I have a slight variation on the "what URLs does squid know about"
question... It would be useful to be able to use squid to reduce web
crawling overhead for a search engine, not merely by direct caching,
but by having secondary indexers get an explicit lists of what pages
are "free" to fetch.
I've come up with a few ways of doing this, all of which have flaws:
1) just export the squid logs.
* not incremental
* not accurate - they show what has been seen, but not what is
still around
2) use a redirect_program
* performance risk
* *only* incremental
* requires new programs on the cache box
3) squidclient cachemgr:objects
* not incremental (but fast enough to make this less of a problem)

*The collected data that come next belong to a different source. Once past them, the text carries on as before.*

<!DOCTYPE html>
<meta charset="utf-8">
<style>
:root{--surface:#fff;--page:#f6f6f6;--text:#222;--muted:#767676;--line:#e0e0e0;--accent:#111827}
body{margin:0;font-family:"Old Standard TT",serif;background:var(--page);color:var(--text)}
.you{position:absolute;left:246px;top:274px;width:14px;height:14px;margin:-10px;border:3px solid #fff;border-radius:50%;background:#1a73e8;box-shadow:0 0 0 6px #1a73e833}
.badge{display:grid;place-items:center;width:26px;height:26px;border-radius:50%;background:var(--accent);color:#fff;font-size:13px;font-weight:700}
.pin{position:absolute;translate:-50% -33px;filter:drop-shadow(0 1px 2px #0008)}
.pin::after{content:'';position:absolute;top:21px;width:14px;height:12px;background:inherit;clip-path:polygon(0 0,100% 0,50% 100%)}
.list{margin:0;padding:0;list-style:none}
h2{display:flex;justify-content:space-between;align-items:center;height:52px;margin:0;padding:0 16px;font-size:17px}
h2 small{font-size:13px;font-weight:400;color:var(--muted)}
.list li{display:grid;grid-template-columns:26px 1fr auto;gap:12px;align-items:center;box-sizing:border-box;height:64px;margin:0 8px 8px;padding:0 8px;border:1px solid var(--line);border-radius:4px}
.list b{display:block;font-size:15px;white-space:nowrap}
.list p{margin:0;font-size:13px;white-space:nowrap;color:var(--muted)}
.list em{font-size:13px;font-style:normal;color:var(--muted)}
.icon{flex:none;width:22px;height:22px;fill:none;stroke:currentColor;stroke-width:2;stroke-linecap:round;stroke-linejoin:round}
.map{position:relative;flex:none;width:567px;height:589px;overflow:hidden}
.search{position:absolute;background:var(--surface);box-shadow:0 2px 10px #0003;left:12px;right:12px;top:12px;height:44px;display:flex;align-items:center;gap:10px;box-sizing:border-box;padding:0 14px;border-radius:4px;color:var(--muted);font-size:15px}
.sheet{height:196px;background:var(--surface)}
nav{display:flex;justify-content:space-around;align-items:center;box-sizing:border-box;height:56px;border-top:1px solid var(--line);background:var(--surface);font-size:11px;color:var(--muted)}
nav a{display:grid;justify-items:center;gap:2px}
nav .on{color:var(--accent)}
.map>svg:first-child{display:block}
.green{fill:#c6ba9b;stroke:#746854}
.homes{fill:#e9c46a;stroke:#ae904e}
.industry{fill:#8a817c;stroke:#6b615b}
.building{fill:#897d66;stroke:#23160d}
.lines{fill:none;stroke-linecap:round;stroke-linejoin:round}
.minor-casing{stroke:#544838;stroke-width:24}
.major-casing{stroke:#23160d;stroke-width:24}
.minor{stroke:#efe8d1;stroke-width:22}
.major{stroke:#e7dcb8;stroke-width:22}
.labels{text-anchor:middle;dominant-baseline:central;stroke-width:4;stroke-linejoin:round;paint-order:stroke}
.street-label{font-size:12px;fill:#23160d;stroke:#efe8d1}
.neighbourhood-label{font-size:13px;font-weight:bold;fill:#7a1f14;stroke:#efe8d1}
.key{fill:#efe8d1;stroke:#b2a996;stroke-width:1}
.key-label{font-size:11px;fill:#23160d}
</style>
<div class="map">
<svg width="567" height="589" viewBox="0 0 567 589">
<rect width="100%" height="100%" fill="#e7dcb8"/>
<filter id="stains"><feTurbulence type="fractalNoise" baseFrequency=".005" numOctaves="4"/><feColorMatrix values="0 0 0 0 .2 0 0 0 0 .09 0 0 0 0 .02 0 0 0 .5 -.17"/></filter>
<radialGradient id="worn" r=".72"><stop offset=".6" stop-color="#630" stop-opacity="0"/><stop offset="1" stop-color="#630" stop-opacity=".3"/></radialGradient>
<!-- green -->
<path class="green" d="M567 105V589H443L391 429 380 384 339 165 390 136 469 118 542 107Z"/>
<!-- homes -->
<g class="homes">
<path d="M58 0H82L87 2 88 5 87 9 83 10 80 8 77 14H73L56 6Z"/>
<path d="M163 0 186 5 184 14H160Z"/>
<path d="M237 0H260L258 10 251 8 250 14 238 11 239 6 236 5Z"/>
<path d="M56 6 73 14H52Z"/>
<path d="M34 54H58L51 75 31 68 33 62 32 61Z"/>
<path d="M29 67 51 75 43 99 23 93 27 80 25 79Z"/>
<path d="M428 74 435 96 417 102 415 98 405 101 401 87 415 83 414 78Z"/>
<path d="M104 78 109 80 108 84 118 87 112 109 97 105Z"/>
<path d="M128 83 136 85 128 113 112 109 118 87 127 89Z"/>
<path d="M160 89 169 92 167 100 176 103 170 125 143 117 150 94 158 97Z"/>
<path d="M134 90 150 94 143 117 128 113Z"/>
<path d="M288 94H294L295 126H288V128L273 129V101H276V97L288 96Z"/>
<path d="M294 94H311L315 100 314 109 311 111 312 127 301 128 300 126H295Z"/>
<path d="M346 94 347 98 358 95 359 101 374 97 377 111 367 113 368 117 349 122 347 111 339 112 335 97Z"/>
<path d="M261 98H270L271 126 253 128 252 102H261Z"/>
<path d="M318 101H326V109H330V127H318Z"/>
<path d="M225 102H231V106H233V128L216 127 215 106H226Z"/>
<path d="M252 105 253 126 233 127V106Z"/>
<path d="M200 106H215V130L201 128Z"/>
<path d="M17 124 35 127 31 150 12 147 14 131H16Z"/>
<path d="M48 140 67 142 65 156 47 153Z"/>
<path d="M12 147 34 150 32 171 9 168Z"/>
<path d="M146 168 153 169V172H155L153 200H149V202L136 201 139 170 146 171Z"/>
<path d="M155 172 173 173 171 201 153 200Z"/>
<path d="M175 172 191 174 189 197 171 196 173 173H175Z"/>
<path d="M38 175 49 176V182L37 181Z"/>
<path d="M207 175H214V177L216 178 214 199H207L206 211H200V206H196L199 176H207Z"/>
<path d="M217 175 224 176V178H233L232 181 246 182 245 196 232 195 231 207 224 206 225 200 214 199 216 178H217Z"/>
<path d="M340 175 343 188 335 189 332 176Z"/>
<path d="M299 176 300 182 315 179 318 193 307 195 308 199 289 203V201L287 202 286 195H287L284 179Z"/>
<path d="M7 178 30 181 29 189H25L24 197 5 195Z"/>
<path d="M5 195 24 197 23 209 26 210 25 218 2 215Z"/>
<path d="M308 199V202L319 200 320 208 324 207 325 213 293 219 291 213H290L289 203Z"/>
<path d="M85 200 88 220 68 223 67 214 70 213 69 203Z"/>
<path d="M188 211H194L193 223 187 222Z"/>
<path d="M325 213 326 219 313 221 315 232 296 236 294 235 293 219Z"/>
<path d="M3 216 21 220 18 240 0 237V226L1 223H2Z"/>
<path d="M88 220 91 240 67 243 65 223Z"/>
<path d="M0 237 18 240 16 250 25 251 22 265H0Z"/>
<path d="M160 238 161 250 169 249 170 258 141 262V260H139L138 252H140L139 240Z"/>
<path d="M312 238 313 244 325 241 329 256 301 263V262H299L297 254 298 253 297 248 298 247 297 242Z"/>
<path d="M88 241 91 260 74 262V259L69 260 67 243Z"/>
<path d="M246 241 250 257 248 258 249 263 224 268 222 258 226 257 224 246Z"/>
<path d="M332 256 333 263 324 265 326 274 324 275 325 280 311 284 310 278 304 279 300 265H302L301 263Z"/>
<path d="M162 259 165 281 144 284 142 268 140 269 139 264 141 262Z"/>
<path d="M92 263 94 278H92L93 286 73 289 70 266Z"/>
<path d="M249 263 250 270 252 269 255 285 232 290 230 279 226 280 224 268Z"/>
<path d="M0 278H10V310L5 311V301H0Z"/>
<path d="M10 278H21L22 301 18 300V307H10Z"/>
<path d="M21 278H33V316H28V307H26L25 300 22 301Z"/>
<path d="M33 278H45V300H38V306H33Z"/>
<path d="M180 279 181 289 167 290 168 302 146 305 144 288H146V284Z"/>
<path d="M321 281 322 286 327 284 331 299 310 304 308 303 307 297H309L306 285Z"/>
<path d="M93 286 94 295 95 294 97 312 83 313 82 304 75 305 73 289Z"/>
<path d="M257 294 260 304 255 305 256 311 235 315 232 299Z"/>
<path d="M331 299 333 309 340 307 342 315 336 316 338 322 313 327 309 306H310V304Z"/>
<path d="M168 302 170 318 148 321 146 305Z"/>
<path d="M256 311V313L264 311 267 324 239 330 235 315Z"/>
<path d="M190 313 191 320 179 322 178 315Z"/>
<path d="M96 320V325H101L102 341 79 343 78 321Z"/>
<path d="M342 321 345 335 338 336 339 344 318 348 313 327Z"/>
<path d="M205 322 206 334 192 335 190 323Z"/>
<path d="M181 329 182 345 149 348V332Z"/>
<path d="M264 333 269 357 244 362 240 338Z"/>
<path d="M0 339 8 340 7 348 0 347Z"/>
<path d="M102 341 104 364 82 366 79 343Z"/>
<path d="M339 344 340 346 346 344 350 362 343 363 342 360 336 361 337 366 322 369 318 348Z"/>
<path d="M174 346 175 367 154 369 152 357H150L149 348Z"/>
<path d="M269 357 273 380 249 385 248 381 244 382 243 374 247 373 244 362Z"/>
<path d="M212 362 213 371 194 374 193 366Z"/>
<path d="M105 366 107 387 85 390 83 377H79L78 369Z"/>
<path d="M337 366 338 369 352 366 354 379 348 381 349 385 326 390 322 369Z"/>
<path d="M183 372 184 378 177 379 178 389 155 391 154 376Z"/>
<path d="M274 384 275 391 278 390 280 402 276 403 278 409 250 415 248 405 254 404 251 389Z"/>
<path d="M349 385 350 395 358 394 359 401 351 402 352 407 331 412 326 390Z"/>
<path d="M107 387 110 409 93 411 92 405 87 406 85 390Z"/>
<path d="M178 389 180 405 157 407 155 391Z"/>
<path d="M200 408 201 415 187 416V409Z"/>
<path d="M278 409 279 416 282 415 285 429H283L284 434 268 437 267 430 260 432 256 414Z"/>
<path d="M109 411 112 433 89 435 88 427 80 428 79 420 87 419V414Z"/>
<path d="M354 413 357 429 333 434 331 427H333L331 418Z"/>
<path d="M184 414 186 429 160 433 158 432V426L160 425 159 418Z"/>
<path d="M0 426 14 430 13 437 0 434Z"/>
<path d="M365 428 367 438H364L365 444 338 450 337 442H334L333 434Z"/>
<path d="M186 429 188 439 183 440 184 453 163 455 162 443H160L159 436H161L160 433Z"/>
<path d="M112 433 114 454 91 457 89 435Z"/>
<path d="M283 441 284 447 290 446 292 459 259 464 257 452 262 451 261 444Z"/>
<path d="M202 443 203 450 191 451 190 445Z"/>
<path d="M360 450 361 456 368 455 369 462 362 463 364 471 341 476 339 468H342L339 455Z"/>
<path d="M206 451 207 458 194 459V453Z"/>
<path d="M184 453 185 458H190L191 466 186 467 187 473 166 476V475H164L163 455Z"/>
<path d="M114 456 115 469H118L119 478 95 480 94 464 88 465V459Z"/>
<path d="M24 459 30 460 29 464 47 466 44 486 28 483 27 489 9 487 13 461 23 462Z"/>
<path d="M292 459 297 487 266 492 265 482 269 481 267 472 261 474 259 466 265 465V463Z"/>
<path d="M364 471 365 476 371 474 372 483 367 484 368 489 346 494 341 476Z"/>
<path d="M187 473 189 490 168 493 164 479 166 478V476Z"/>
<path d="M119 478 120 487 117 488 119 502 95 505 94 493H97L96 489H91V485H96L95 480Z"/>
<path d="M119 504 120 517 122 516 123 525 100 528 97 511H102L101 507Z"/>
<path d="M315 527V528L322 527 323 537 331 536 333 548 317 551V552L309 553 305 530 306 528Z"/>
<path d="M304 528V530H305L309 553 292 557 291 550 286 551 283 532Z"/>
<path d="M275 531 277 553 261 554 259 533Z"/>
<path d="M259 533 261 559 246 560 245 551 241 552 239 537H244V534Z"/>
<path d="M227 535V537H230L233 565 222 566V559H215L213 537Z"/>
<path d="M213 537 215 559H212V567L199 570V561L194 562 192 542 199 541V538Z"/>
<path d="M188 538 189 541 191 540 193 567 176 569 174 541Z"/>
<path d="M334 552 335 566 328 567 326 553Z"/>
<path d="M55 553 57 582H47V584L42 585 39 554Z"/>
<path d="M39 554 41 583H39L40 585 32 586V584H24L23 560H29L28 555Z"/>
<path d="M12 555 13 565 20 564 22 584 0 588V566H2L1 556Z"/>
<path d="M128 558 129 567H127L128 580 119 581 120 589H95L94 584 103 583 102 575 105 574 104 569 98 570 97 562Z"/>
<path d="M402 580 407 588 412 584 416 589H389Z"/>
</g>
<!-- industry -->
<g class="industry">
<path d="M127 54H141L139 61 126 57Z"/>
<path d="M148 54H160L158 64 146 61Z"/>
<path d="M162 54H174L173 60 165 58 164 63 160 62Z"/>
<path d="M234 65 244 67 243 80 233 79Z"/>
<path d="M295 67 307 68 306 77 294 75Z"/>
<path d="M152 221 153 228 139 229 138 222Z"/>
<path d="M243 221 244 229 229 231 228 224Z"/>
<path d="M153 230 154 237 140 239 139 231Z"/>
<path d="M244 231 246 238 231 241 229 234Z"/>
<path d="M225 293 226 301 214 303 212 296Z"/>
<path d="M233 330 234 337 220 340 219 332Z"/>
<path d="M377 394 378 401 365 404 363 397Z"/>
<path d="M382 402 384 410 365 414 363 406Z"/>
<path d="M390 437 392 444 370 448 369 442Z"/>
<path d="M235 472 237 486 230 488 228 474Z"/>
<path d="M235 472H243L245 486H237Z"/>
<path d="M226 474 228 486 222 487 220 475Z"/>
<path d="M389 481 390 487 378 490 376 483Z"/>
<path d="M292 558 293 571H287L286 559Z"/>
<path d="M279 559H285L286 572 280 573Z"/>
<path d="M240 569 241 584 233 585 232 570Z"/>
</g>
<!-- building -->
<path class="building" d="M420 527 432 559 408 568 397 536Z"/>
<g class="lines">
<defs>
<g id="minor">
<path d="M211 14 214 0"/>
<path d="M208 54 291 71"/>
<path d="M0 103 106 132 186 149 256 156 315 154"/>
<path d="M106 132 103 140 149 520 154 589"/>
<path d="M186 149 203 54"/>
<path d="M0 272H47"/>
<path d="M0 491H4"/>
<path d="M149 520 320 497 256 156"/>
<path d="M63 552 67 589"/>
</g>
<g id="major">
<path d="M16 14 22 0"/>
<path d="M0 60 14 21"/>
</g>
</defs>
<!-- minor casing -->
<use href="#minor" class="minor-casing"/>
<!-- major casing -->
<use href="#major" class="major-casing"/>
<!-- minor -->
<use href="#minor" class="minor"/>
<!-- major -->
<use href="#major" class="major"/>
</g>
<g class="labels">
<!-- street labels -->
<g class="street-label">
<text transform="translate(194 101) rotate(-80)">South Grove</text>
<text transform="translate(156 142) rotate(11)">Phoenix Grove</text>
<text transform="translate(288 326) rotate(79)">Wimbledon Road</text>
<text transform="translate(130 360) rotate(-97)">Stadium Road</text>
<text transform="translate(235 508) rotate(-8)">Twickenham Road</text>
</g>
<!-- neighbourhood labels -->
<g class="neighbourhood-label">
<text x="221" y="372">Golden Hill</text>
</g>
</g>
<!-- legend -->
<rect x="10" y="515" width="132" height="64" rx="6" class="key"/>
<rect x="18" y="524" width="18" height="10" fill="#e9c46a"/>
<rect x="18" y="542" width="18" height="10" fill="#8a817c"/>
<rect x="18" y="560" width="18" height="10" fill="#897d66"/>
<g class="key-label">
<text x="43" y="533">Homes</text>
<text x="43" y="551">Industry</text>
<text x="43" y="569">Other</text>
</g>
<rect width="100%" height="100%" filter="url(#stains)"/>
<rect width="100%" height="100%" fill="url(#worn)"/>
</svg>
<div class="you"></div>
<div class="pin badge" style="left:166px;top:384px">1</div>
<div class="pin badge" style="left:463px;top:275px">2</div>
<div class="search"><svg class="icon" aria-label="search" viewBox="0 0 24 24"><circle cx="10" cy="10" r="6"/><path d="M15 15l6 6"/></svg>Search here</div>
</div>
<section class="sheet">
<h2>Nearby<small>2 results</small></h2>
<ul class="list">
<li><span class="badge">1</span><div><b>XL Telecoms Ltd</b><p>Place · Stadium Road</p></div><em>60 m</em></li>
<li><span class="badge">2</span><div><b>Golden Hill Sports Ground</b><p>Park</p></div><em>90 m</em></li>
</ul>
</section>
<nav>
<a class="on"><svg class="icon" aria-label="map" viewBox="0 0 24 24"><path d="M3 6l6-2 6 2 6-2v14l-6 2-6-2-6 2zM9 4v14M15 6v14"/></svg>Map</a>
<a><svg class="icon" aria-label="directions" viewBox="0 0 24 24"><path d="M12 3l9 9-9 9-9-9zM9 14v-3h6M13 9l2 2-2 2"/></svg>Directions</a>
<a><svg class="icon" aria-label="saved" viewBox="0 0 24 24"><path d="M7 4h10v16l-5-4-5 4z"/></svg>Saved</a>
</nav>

* only has MD5 hashes for objects that aren't still in memory
The last option was the most interesting until I discovered the
in-memory distinction -- I've learned a bunch more about squid
internals in the process, though :-) Basically, vm_objects gives
everything for which URLs are still around; objects gives everything,
but only reports hash keys for the on-disk ones (since that's all it
knows.)
This approach might be salvagable, for example, if there were a way
[which I haven't found] to retrieve a document by cache-key instead of
filename -- the cache knows what URL the cache-key maps to once it
opens the file, after all.
Any thoughts? Suggestions for other approaches? Of course I have a
preference for using builtin features, since it is easier to get
administrative cooperation about config file changes than installing
new programs.
> You can't. Not even Squid knows this. Squid only knows MD5 hashes of
> all URL's.. MD5 is used to conserve memory and speed up lookups. (a
> MD5 is 16 bytes, while an URL is anything from 9 bytes to several KB)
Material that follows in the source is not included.